Citic Resources, the Hong Kong-listed trading group of China’s state-owned Citic Group, last week asked the court to freeze its inventory of 223,270 tonnes of alumina and nearly 7,500 tonnes of copper at Qingdao’s bonded warehouses at the Dagang docking area. According to the Financial Times, “Multiple parties are trying to establish claim to metal pledged as collateral by Dezheng Resources, a private power and aluminum producer.”
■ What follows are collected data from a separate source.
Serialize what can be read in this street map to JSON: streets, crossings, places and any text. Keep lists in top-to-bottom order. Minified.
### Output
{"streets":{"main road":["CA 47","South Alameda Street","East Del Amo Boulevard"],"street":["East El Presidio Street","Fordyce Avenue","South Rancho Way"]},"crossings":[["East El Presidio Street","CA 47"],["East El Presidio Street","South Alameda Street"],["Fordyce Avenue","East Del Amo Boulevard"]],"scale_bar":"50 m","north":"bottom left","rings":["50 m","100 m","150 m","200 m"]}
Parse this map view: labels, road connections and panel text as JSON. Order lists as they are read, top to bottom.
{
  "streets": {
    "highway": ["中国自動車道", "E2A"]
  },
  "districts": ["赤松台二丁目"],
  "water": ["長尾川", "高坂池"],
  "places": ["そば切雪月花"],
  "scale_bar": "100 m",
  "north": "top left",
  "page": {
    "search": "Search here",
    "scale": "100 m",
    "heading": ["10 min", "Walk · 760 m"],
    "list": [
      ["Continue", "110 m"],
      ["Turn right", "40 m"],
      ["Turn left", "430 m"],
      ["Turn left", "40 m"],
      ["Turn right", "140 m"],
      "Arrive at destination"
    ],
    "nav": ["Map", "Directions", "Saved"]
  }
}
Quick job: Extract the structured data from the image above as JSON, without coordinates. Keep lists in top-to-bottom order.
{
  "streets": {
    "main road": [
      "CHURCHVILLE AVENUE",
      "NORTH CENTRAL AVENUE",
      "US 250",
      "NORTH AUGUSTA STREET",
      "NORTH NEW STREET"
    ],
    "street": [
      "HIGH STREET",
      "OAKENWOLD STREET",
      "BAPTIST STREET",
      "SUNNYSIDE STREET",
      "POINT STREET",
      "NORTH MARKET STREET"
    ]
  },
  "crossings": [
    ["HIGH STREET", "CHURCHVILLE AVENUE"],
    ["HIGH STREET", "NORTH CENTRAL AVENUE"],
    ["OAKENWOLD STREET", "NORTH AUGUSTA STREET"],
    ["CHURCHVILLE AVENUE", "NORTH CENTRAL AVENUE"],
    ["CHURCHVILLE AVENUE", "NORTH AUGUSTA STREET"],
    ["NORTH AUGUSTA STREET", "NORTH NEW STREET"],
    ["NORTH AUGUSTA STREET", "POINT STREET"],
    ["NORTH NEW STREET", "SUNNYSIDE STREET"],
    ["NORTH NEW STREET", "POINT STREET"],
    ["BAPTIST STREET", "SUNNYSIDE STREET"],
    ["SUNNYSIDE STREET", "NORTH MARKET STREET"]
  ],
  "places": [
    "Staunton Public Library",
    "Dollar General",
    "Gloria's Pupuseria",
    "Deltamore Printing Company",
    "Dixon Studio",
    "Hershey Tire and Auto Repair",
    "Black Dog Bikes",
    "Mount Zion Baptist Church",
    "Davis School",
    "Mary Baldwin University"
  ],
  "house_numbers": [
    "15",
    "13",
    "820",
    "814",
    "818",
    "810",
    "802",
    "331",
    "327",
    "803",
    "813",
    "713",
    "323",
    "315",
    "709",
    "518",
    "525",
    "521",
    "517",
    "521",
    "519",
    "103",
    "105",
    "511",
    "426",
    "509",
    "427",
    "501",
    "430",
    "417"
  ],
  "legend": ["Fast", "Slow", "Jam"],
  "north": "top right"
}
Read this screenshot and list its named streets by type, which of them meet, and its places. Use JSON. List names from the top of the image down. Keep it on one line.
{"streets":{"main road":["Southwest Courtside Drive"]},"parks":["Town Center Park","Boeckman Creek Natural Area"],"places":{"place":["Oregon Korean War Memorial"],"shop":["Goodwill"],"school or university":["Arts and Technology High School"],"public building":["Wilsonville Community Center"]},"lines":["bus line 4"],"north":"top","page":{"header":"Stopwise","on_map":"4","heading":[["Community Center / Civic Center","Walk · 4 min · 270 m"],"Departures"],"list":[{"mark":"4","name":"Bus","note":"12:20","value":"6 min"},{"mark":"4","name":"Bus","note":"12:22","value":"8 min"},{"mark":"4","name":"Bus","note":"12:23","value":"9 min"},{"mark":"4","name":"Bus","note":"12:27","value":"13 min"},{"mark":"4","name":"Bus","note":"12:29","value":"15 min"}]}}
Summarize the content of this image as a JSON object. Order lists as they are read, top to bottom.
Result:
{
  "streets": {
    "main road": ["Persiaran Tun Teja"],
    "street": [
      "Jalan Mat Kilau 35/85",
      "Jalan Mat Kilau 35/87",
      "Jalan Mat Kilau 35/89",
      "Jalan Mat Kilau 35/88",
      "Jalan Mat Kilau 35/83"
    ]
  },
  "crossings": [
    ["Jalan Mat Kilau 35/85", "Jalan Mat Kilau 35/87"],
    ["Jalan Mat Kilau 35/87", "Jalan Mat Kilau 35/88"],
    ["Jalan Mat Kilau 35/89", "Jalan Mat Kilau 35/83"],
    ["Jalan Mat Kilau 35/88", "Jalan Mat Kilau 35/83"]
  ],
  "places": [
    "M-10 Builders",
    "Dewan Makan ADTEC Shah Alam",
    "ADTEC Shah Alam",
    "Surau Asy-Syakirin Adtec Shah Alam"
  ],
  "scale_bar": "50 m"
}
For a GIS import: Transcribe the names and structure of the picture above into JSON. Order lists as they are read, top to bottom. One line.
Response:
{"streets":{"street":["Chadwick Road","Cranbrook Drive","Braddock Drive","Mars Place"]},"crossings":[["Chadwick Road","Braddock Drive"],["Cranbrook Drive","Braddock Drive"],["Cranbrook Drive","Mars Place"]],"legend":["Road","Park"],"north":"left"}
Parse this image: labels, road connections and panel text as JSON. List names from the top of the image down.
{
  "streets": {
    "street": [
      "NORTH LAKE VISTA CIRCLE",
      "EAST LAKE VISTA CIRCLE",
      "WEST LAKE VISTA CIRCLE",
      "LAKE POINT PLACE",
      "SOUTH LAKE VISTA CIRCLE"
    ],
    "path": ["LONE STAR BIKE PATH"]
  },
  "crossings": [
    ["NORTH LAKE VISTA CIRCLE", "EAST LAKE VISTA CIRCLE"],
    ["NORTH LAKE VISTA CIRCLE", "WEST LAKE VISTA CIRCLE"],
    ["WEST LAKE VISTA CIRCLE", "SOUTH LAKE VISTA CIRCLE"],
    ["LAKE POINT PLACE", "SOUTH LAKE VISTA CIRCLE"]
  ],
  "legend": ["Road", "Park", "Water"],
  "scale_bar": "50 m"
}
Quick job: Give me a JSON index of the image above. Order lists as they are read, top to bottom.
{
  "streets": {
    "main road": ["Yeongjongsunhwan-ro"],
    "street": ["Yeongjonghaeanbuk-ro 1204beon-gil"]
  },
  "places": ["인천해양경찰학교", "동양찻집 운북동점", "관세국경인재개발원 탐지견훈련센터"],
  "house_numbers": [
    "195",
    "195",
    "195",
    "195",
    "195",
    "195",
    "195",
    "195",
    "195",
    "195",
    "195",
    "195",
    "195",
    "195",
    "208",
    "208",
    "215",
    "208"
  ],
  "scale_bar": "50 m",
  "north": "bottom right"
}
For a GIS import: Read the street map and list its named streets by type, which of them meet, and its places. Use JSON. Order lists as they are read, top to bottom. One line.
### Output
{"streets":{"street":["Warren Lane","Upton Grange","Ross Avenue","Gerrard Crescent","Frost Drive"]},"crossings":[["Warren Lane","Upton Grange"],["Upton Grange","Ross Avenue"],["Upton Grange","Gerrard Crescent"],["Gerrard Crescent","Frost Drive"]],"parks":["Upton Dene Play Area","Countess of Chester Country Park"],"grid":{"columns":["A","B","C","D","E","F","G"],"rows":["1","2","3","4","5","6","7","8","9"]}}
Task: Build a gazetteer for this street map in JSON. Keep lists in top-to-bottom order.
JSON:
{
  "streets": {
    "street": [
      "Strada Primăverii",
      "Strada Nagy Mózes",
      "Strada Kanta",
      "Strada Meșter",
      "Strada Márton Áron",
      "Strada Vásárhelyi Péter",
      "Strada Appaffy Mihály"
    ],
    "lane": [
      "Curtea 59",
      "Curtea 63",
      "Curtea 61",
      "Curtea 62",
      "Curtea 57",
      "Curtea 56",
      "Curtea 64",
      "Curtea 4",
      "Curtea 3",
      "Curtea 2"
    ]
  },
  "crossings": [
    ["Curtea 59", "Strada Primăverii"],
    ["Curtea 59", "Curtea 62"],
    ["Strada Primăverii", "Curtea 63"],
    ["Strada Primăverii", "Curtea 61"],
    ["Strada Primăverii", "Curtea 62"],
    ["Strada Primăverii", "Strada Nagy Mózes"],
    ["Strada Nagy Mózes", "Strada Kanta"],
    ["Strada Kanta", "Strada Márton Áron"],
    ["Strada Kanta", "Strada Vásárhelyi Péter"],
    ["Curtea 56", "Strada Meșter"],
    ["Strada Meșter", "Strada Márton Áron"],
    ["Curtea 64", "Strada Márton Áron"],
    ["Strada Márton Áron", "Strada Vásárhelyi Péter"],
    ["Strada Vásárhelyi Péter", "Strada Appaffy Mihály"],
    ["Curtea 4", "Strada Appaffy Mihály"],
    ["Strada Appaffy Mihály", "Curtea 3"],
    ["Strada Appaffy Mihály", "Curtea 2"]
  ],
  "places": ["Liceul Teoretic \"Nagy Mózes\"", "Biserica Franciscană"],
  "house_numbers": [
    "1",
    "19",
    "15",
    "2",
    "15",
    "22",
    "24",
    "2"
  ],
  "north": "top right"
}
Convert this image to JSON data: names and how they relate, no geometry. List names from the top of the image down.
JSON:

Citic Resources claims it has receipts and other documents supporting its claim to 223,000 tonnes of alumina. What it doesn’t have is 123,000 tonnes of the stuff, and the firm has no idea where it could be. An analyst at Macquarie told the Financial Times, “Everybody has been going through their receipts with magnifying glasses and heading to warehouses to look for their metal.”

Perhaps the stuff is hiding in plain sight somewhere, but the odds are against it. In the meantime, financing for copper and other commodity metal purchases in China have dried up, and until the amount in the stockpiles is determined, it is a fair bet to say that commodity purchases by Chinese traders will evaporate just like those tons of alumina.